All federal installations and offices would close, military and civilian. Military personnel would be transferred. Civilians could opt to leave, or remain and become permanent citizens of Texas. No citizen of Texas would receive Social Security or Medicare payments. There would be no federal funds expended in Texas for any purpose. No FAA. No commerce with the United States unless established by treaty, should we decide to recognize Texas as a sovereign foreign power.
Billions could be saved for use in our country. No U.S. Border Patrol along the Mexican border. Texas would have to provide that. Instead, we would patrol the Texas border. Ah, like their tourist brochures proclaim: Texas. It's a whole other country.
Harold Mathews, Riverview
Trouble bubbling | Nov. 25
Water districts to rescue
This informative Times feature points up the urgent need for a comprehensive, effective, economic solution to the growing demand for fresh water in Florida. Florida has the expertise and management structure within the water management districts to accomplish this. The districts need to be truly empowered and funded to save and recharge the Florida aquifer, conserve fresh water and promote the recreational use of once bubbling springs.
One approach might be to require a percentage of all fresh water consumed in a coastal county to be replaced by the desalinization of sea water. Will this happen? Probably not. The technology is available, but the will to act is not here yet.
John B. Weber, Spring Hill
Lowering the bar is not the answer Nov. 26, commentary
Vouchers level the field
Leonard Pitts nailed it when he wrote that lowering the bar for academic achievement for black youths is not the answer. That approach, along with affirmative action, sends a message that minorities are inherently inferior and incapable of competing on a level field.
I also agree that black youths start behind others. Why should a black baby face a future that includes being forced to attend a failing school where parental involvement, discipline and third-rate teachers are the norm? The reason is that some of our politicians are in bed with the teachers' unions. School vouchers would give these students an opportunity to learn and eliminate "social promotion."

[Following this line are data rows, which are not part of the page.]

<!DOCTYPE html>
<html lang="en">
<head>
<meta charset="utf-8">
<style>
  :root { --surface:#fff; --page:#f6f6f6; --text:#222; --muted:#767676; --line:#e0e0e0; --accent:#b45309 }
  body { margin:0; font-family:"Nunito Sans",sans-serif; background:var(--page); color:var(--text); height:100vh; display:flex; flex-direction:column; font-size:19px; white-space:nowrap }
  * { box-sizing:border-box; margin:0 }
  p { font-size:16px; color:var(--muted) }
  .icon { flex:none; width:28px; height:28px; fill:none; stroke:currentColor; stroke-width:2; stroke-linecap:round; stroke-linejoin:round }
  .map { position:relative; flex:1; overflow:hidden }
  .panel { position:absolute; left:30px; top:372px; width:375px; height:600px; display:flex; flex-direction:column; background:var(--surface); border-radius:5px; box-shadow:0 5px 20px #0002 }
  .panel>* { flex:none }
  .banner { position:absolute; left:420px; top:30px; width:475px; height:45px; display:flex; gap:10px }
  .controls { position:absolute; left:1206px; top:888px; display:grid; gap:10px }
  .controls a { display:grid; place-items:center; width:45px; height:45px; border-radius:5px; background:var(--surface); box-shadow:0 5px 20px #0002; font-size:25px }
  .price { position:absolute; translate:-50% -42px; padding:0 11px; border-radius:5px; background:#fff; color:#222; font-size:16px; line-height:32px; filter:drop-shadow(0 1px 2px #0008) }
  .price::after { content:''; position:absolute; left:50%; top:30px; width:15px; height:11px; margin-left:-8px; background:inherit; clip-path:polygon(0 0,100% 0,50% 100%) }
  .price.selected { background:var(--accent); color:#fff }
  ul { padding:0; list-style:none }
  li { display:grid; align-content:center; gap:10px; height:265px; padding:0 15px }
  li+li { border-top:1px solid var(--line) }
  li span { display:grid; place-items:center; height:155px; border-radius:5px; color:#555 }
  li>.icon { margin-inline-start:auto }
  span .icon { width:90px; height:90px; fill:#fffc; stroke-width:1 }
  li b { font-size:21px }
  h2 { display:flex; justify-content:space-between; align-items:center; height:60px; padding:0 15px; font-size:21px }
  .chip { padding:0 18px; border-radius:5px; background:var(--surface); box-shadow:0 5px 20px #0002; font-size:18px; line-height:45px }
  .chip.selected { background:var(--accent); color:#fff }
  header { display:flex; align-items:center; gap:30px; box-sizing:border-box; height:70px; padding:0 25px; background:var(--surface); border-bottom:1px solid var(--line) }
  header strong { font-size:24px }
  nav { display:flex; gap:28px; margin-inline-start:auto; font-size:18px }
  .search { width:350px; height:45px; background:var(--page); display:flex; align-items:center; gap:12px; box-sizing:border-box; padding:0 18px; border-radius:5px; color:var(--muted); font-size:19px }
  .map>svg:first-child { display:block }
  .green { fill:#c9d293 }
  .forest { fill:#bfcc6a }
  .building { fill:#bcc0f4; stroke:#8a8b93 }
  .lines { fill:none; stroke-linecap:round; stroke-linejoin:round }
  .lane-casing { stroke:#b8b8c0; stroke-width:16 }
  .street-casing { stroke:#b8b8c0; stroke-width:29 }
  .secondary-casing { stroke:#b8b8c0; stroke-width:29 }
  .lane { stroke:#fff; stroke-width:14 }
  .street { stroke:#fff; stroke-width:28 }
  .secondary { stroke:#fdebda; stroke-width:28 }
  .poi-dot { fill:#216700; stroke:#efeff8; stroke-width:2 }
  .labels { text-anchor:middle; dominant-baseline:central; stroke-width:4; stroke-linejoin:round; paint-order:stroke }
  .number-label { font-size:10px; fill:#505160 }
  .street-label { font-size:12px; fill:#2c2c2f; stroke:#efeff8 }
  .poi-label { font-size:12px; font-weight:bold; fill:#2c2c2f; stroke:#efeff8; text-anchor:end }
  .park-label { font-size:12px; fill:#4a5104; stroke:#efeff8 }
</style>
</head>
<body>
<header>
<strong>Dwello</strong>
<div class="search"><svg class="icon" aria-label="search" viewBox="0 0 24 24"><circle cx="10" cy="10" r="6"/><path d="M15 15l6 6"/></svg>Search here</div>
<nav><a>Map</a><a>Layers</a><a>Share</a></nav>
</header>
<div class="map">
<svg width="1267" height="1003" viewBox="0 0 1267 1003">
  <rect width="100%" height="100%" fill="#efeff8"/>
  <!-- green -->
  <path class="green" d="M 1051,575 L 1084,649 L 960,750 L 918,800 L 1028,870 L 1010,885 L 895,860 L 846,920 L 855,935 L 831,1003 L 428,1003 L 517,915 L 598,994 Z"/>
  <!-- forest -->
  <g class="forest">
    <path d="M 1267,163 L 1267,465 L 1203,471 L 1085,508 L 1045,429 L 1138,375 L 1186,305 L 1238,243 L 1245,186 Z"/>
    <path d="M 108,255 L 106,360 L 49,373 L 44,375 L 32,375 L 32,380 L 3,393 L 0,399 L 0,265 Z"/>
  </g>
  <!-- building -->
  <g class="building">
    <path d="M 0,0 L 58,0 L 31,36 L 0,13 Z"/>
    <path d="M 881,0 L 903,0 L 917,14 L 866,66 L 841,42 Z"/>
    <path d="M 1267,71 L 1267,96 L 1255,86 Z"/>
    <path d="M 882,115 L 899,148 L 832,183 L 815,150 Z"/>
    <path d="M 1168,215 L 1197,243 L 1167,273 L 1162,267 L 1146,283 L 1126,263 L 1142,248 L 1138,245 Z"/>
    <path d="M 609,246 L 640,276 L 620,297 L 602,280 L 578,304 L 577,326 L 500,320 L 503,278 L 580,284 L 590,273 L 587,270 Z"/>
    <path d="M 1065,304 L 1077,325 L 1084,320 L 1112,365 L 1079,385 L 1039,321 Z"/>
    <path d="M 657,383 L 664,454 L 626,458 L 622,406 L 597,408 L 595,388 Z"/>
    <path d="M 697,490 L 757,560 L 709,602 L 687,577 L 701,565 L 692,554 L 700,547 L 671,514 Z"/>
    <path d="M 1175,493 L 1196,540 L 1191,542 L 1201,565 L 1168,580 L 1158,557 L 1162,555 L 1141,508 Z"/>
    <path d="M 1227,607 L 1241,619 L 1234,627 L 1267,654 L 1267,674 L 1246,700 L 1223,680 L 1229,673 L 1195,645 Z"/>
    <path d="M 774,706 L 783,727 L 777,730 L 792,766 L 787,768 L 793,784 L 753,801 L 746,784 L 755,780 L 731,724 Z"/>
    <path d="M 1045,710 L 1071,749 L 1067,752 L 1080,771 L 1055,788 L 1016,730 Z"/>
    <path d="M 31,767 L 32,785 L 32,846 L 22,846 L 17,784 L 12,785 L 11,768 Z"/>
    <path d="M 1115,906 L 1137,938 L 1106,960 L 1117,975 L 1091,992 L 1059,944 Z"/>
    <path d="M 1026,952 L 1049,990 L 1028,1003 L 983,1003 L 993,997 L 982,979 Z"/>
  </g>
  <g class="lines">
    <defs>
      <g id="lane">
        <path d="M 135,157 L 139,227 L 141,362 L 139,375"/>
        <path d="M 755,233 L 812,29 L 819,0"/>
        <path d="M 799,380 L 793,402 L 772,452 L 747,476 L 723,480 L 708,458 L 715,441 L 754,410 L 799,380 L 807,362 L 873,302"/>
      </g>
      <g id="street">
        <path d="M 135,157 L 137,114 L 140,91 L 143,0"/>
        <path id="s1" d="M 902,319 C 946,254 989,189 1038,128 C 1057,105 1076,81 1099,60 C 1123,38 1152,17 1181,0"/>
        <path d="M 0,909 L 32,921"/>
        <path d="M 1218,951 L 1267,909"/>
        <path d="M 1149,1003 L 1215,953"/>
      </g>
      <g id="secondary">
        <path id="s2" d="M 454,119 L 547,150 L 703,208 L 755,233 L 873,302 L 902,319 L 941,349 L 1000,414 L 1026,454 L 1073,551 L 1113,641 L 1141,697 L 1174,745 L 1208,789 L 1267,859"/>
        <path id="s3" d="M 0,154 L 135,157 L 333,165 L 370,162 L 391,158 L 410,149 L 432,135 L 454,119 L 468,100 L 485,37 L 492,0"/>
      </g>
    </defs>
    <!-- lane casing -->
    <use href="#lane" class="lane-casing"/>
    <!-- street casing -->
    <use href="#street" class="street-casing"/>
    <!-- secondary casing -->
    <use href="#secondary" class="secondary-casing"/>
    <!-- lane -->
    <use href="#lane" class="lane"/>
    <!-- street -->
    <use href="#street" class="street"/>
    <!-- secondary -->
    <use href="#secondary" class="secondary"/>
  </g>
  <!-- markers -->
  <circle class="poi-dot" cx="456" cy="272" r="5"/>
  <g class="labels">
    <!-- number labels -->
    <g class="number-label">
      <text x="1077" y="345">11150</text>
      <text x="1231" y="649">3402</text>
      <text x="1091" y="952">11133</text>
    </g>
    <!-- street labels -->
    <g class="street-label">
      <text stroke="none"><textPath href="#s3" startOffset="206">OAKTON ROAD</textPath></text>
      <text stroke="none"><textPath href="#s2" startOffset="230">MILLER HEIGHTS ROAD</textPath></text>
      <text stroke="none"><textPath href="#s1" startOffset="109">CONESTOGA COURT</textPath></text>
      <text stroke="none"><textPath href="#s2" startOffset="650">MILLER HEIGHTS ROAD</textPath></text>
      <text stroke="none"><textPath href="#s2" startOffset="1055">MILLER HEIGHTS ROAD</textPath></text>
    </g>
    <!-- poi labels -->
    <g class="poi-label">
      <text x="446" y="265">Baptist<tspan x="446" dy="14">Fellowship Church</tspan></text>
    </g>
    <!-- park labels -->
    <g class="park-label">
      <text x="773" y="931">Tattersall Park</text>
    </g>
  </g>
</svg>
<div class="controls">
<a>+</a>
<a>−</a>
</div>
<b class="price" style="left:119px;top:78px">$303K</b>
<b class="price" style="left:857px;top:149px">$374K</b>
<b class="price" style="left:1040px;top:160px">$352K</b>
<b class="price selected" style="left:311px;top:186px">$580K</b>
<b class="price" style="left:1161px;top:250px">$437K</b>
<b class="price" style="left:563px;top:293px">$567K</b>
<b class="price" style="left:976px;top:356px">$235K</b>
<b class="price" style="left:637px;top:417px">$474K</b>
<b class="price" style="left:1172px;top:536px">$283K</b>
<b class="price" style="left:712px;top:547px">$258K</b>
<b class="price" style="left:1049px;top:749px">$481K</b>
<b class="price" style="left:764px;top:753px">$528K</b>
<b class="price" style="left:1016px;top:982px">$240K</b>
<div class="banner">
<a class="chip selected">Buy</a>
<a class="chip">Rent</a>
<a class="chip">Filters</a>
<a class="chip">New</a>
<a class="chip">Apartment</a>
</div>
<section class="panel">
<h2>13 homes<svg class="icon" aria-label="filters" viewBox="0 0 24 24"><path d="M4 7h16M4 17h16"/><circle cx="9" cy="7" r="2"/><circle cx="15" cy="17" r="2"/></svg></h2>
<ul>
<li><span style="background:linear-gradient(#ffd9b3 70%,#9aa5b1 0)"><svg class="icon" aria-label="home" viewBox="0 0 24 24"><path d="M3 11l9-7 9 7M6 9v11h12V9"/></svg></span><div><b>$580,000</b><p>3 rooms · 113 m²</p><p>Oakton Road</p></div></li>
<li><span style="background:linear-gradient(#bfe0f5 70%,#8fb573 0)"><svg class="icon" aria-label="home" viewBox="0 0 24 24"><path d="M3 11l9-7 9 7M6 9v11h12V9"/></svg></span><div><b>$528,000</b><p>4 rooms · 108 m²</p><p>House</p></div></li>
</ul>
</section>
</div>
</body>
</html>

When are black parents going to stand up for their children and say "enough is enough" and demand vouchers by voting against politicians who maintain the status quo for their own self-interest?
Mike Lyons, Apollo Beach
Food labels should inform, not alarm Nov. 26, editorial
Public trust in science
Although there is no independent science that indicates long-term health effects from consuming genetically modified (GM) foods, there is a long-standing precautionary principle to consider, along with the importance of open access to information.
California's Proposition 37 may have been flawed, but successful communication of science requires mutual trust and a perception of shared values. Appearing to withhold information that people want about the food they eat threatens to erode public perception of and trust in science.
Both perception and trust have been shown to far outweigh general science literacy in determining public attitudes, opinions and actions.
The labeling issue may alert the public to be more concerned about what food they consume. That GM corn fares better during droughts does not say anything about what occurs in the human gut when it is consumed.
JoAnn Valenti, Tampa
I recently had surgery that required me to keep weight off my foot. In the doctor's office, I saw an ad for a walker that supported the leg by kneeling and propelling the walker with the other foot. I asked my insurance company if they would rent it for me. I only wanted it for two weeks. They said no, but they would have paid 80 percent of the cost of buying it.
Insurers have contracts with doctors; why can't they have contracts with medical supply rental companies? It would save money. This is another example of why costs are too high.
Nancy Schubart, Treasure Island
Specialists in medicine for elderly in short supply | Nov. 26
Image of treatment
I am a seasonal resident of Florida and have been impressed by the many senior services offered in the state as well as the respectful manner in which most services are proffered.
It was disappointing to see the photo on Monday's front page due to the nonverbal behavior and the stance this physician has chosen. A picture is worth a thousand words. I am hopeful that this is not the manner in which she treats her patients on any given day.
Carol Lee Hughes, Clearwater
Good news on Florida weather | Nov. 23
Bay area overdue
Sustaining the myth that Tampa Bay is hurricane-free does a disservice to emergency managers' efforts to get residents to change their complacency.
The hurricane database of the National Oceanic and Atmospheric Administration shows that the immediate Tampa Bay "area" has been hit by seven hurricanes since 1851. This limited area is defined as Pinellas, Hillsborough, Pasco and Manatee counties — all coastal counties home to or neighboring the city of Tampa — even though hurricanes are usually twice (and often three or more times) that size.
If you define Tampa Bay as just the dot showing the city of Tampa on a map, then a zero tally would be correct. The Tampa Bay area is overdue for a direct hurricane strike.
Chris Cappella, Largo
GOP has a future if it looks to its past Nov. 23, Daniel Ruth column
Reason over rhetoric
This column on Warren Rudman hit the nail on the head. We are not a nation of extremists but a people that respects logic and reason. These bring positive results.
The fact that the GOP let the inmates run the asylum was eventually punished at the polls.